If it doesn't matter to you which permutations which indexes will get, then the solution O (n) becomes possible, given that arithmetic operations with arbitrary integers are O (1).

For example, see the article “ Ranking and Unlocking Permutations in Linear Time ” by Wendy Mirwold and Frank Rusik.

In short, there are two ideas.

(1) Consider the Fisher-Yates shuffle method for generating random permutation (pseudo code below):

 p = [0, 1, ..., n-1] for i := 0 upto n-1: j := random_integer (0, i) exchange p[i] and p[j]

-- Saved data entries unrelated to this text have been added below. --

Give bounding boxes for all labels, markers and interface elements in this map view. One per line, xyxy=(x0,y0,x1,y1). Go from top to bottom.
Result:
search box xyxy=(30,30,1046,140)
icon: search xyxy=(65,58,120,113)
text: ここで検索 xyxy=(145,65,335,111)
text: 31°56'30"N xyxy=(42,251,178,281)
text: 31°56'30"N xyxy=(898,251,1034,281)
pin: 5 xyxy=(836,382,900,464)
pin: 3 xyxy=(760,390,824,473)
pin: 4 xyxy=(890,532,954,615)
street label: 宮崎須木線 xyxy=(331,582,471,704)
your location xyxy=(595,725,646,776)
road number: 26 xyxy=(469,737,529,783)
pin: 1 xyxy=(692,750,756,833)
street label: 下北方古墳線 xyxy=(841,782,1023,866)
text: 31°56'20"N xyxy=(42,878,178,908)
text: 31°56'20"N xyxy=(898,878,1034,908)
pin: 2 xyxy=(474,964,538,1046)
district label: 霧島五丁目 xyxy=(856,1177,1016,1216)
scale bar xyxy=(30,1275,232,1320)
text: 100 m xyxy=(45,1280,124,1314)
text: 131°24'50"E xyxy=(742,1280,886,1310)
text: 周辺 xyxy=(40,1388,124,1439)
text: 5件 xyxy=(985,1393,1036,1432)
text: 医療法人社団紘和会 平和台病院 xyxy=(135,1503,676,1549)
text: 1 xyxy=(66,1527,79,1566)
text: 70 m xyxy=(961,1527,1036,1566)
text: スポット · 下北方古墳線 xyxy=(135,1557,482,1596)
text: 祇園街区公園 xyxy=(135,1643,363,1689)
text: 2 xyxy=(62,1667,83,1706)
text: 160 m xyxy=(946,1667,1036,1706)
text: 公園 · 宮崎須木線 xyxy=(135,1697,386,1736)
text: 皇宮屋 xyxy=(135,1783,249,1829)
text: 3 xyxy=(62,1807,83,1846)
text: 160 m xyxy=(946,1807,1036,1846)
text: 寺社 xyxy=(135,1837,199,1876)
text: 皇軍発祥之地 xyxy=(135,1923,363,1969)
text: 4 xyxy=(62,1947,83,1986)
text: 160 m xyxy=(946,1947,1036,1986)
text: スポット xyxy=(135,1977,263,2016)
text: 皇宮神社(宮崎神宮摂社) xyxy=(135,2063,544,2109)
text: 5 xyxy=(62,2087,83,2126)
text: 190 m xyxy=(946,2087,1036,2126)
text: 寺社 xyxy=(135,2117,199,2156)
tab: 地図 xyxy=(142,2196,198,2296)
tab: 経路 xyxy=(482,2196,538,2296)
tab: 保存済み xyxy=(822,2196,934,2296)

This transformation is injective: if we give it another sequence of random integers, then it is guaranteed that it will perform another permutation. Thus, we replace random integers with nonrandom ones: the first is 0, the second is 0 or 1, ..., the last can be any integer from 0 to n-1.

(2) There are n! permutations of order n. Now we want to write an integer from 0 to n! -1 in the factorial system : the last digit is always 0, the previous one is 0 or 1, ..., and there are n possibilities from 0 to n-1 for the first digit. Thus, we get a unique sequence for filing the above pseudocode using.

Now, if we consider the division of our number by an integer from 1 to n by the operation O (1), the conversion of the number into the factorial system O (n) of such divisions. This, strictly speaking, is not true: for large n, the number n! contains the order of binary digits O (n log n), and the cost of separation is proportional to the number of digits.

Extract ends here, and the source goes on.